So, to recap: Calling people ‘homophobic’ was used by the gay rights movement to dismiss all objections to their political agenda as illegitimate moral disgust. Calling people ‘transphobic’ is playing on the same trope – and is doing a hell of a lot of work to shut down all concerns about trans rights by painting them as sketchy hate-speech beyond the pale of legitimate democratic discourse. This is massive distortion of what is actually going on here, because, as I’ve indicated above, there is a far from insignificant number of very legitimate questions about potential harms of restructuring our core ideas about sex and gender. This maneuver is, however, an absolutely central plank of trans rights’ political strategy, because as those of you who have been out there trying to argue this know well enough, trans activists actually have no substantive answers to our questions and concerns. At all.

A few weeks ago, for example, I spent 3 hours ‘arguing’ with people from that great bastion of intersectional right-thinking Everyday Feminism about what we do about the fact that under fundamentalist self-ID procedures it will become de facto impossible to stop any man entering women’s space.
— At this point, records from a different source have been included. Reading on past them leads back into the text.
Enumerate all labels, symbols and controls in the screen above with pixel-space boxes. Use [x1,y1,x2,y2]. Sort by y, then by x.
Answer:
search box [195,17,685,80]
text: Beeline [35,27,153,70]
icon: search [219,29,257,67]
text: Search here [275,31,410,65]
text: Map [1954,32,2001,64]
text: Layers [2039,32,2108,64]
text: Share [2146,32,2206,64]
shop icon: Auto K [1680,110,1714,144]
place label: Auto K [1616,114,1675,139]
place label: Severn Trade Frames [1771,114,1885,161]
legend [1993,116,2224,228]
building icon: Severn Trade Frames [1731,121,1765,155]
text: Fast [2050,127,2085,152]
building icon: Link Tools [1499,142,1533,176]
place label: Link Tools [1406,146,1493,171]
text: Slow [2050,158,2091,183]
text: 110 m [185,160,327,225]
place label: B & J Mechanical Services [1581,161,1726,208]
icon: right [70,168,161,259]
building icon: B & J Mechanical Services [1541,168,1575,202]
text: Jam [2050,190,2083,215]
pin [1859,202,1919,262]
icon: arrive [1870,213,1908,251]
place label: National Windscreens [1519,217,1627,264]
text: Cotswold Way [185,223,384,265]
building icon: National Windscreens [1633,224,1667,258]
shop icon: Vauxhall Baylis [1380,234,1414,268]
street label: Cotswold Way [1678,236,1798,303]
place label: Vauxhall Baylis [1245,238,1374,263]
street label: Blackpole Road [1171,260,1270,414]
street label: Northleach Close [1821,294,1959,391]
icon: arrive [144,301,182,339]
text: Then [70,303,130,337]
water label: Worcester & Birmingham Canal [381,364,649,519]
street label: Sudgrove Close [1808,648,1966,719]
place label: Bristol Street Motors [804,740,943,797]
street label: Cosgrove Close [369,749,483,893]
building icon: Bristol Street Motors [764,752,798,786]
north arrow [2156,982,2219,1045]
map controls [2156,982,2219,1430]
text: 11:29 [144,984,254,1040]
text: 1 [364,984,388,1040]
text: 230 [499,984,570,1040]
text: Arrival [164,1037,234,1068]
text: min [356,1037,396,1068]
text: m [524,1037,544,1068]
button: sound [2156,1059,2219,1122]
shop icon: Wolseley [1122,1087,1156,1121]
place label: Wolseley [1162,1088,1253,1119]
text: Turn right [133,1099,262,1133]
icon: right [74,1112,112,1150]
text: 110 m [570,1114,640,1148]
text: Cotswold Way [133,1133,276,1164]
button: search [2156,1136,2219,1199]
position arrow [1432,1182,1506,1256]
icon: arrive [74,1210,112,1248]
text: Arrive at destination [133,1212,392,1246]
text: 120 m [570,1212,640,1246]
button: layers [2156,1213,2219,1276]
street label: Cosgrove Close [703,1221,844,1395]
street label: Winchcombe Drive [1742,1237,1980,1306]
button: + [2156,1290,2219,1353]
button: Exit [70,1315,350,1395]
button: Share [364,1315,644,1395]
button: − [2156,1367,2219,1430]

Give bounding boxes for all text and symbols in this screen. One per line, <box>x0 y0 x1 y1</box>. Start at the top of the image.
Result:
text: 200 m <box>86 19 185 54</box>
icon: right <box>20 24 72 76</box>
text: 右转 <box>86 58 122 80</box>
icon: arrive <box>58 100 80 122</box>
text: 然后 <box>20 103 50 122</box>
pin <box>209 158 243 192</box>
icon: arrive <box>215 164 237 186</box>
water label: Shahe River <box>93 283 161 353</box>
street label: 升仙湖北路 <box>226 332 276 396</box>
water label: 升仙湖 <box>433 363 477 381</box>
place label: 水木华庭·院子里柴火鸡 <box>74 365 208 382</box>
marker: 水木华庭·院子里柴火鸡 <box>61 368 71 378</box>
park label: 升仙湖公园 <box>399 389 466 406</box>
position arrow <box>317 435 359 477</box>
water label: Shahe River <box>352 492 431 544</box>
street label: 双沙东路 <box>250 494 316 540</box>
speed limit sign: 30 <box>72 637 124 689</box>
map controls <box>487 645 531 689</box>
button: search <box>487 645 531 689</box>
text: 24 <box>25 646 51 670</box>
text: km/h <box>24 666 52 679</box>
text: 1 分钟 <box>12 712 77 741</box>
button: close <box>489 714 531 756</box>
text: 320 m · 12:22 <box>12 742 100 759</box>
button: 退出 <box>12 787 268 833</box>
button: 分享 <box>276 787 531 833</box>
I was called a transphobe and a racist and a bigot (of course), there was attempted emotional blackmail (‘you come onto my TL talking about rape when I’m a survivor you evil heartless witch’ (‘well in that case don’t use your considerably larger platform to RT the testimony of other survivors so you can mock and dismiss them’)), and I was told that I was insinuating the trans woman I was talking to had a dick (I wasn’t – wouldn’t – and they couldn’t show I had). It was a litany of name-calling, deflection, and emotional manipulation. There was not one attempt to sincerely address the problem at hand with something approximating thought (unless you count ‘my rapist had brown eyes so should we try and ban brown-eyed people?’ a thought), and not one acknowledgement that women might have a reasonable interest in this or could be motivated by anything other than pure baseless spite. And this, apparently, is how we’re making public policy that will affect at least half the population now.

The way that the accusation of ‘transphobia’ is being used to control and close down the debate around trans rights is also inherent in what we might call the ‘overreach’ of the definition of transphobia being put to work here. As I’ve said, ‘homophobia’ identifies, correctly I think, the fact that the discrimination against homosexuals, and especially gay men, was coming from moral disgust, and specifically, moral disgust about people’s sexual practices.[2] If ‘transphobia’ is an analogue of ‘homophobia’ – and to ground the claim that it’s an illegitimate basis for political argument is needs to be – then it should, also, refer to a form of moral disgust, and moreover, as in the case of violence against gay people, there should be an obvious causal link between that moral disgust, the discrimination you’re trying to combat, and the arguments people are using against you.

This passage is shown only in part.